— Problem —
What is needed here is an exact repetition of the records below, beginning at the line that has "width:54px; height:54px; display:grid;" and stopping after the line that has "display:flex; gap:12px; padding:18px".

— Data supplied —
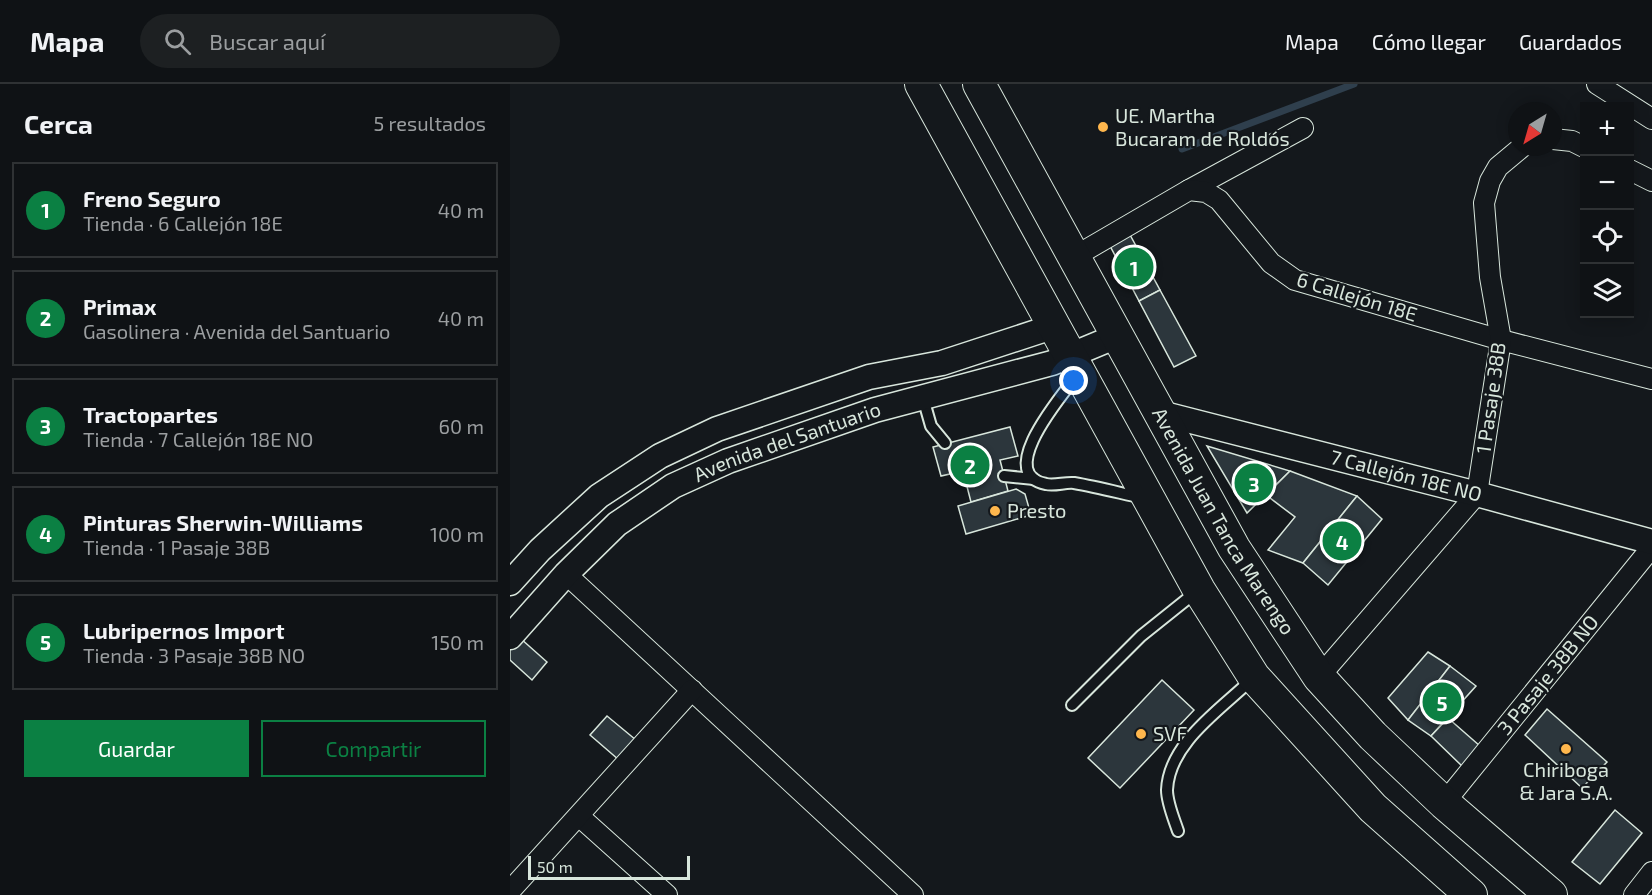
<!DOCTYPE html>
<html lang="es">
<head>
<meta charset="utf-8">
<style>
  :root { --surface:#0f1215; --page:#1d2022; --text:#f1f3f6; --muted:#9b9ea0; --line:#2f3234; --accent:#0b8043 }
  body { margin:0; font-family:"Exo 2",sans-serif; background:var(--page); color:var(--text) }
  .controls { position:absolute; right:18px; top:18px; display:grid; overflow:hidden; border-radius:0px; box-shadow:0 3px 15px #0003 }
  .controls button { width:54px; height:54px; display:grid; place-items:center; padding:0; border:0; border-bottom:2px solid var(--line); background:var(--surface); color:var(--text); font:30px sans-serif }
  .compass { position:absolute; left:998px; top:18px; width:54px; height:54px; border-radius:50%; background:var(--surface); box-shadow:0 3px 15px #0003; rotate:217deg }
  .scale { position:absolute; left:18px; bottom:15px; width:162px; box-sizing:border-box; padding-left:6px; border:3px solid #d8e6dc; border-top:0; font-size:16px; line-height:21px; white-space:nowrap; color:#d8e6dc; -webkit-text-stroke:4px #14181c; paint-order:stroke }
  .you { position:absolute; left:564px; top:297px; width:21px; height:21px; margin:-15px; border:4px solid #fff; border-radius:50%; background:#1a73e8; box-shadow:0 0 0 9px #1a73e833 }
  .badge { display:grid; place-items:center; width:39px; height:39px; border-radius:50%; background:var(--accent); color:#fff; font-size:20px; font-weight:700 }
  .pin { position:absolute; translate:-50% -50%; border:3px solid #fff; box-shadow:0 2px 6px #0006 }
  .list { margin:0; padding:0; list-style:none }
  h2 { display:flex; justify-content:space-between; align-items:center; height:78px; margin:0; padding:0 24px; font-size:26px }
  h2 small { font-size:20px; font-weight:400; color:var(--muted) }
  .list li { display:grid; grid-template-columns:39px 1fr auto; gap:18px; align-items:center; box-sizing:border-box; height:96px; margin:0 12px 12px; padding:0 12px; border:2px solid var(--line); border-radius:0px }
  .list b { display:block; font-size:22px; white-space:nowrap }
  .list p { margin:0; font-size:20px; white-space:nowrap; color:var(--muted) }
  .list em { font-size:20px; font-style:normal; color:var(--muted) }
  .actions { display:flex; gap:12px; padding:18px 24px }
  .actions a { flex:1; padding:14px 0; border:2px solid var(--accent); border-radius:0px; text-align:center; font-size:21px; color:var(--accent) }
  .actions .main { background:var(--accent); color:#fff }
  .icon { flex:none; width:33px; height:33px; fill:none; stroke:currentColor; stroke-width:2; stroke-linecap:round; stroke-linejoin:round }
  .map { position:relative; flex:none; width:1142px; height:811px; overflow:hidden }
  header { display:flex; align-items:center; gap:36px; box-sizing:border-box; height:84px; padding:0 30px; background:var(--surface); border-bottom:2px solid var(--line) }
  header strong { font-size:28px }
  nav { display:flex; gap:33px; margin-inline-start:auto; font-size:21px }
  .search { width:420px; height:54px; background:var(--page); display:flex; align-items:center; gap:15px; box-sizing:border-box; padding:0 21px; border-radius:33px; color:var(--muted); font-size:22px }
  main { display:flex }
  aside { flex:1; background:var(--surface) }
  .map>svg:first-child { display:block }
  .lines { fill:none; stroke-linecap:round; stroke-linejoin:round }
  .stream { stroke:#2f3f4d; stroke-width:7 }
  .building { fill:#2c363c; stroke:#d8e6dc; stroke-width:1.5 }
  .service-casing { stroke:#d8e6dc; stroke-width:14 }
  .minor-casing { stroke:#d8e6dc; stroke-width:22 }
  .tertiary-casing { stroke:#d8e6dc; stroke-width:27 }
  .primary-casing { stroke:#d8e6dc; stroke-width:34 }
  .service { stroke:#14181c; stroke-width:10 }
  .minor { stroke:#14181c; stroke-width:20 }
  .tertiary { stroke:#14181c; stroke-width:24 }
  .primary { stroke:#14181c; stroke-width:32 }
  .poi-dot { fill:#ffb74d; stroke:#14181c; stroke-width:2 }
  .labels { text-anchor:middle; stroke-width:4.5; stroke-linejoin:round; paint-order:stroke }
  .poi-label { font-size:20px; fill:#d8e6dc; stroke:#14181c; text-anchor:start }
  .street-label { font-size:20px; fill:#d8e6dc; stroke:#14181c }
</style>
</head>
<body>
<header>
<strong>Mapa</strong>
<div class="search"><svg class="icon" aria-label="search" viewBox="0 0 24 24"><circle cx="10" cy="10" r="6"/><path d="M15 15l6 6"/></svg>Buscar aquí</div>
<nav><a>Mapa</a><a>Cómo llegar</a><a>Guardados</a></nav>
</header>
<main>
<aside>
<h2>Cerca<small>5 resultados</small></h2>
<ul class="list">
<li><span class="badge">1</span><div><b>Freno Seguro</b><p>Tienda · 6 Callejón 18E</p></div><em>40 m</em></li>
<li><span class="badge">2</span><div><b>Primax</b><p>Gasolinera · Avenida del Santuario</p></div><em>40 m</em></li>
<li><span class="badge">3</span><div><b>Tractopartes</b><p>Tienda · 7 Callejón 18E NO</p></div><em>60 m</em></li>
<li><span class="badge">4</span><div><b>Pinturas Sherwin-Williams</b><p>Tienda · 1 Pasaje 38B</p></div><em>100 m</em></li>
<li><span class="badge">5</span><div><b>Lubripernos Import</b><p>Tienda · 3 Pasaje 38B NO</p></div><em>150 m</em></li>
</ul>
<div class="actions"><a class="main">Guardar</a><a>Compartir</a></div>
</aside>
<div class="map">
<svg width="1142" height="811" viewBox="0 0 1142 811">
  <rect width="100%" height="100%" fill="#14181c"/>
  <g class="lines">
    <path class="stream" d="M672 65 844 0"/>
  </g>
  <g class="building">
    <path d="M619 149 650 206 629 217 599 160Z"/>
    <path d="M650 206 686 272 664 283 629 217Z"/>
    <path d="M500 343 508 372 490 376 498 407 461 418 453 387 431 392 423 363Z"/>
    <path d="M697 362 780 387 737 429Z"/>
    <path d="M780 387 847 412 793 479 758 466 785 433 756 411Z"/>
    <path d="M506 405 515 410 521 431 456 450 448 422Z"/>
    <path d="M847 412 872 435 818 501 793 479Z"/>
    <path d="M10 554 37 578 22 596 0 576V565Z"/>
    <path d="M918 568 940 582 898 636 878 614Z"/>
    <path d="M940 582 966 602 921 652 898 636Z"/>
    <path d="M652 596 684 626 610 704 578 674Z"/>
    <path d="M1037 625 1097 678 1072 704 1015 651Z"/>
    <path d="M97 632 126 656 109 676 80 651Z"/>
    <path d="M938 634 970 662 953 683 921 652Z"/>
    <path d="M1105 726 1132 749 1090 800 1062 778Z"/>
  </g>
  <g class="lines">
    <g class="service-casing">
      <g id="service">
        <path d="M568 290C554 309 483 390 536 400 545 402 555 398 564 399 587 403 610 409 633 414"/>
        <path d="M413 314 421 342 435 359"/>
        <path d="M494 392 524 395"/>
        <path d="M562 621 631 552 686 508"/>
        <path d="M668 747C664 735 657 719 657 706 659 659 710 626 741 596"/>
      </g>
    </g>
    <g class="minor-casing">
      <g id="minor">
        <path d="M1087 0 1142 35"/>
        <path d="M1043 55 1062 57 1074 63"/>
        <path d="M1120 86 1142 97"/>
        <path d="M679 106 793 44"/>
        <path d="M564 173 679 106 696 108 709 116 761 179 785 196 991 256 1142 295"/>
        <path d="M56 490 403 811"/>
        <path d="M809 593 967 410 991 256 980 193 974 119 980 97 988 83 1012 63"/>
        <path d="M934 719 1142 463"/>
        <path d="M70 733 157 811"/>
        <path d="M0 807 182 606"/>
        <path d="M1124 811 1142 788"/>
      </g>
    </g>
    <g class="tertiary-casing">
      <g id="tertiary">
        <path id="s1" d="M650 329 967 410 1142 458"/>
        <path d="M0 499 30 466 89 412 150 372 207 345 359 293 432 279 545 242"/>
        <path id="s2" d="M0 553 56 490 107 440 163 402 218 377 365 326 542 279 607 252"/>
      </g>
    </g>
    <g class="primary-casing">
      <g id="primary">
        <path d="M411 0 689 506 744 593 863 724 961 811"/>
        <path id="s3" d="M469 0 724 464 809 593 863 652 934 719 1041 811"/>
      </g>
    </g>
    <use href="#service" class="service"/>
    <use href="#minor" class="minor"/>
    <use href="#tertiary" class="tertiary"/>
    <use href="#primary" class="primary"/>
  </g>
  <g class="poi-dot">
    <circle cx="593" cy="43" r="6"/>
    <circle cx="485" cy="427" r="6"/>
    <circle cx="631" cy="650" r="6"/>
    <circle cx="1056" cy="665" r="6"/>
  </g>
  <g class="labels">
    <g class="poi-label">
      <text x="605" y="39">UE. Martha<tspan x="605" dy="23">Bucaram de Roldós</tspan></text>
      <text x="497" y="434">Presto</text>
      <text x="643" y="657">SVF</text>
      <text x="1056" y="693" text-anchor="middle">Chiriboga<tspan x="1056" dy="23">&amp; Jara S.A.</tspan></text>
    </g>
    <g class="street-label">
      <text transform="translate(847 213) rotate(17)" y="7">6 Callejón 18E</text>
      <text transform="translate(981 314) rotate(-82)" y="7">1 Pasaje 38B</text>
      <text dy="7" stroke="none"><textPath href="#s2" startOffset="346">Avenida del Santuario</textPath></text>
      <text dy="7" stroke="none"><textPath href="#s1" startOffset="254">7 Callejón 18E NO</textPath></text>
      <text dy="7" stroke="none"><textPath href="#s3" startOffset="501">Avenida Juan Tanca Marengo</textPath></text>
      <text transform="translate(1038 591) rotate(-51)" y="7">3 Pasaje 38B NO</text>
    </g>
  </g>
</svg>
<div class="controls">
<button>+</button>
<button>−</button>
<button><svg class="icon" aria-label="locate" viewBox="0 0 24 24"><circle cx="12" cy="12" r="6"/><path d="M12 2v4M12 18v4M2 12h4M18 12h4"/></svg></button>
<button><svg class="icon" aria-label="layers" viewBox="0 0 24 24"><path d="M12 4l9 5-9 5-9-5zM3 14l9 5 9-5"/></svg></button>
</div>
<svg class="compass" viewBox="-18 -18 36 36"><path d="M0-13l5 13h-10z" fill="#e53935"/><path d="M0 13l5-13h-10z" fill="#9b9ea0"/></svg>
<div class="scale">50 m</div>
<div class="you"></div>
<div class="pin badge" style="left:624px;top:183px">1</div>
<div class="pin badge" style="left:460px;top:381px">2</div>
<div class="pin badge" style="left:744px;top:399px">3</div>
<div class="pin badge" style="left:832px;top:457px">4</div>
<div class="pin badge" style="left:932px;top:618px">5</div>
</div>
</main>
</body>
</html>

— Written reply —
  .controls button { width:54px; height:54px; display:grid; place-items:center; padding:0; border:0; border-bottom:2px solid var(--line); background:var(--surface); color:var(--text); font:30px sans-serif }
  .compass { position:absolute; left:998px; top:18px; width:54px; height:54px; border-radius:50%; background:var(--surface); box-shadow:0 3px 15px #0003; rotate:217deg }
  .scale { position:absolute; left:18px; bottom:15px; width:162px; box-sizing:border-box; padding-left:6px; border:3px solid #d8e6dc; border-top:0; font-size:16px; line-height:21px; white-space:nowrap; color:#d8e6dc; -webkit-text-stroke:4px #14181c; paint-order:stroke }
  .you { position:absolute; left:564px; top:297px; width:21px; height:21px; margin:-15px; border:4px solid #fff; border-radius:50%; background:#1a73e8; box-shadow:0 0 0 9px #1a73e833 }
  .badge { display:grid; place-items:center; width:39px; height:39px; border-radius:50%; background:var(--accent); color:#fff; font-size:20px; font-weight:700 }
  .pin { position:absolute; translate:-50% -50%; border:3px solid #fff; box-shadow:0 2px 6px #0006 }
  .list { margin:0; padding:0; list-style:none }
  h2 { display:flex; justify-content:space-between; align-items:center; height:78px; margin:0; padding:0 24px; font-size:26px }
  h2 small { font-size:20px; font-weight:400; color:var(--muted) }
  .list li { display:grid; grid-template-columns:39px 1fr auto; gap:18px; align-items:center; box-sizing:border-box; height:96px; margin:0 12px 12px; padding:0 12px; border:2px solid var(--line); border-radius:0px }
  .list b { display:block; font-size:22px; white-space:nowrap }
  .list p { margin:0; font-size:20px; white-space:nowrap; color:var(--muted) }
  .list em { font-size:20px; font-style:normal; color:var(--muted) }
  .actions { display:flex; gap:12px; padding:18px 24px }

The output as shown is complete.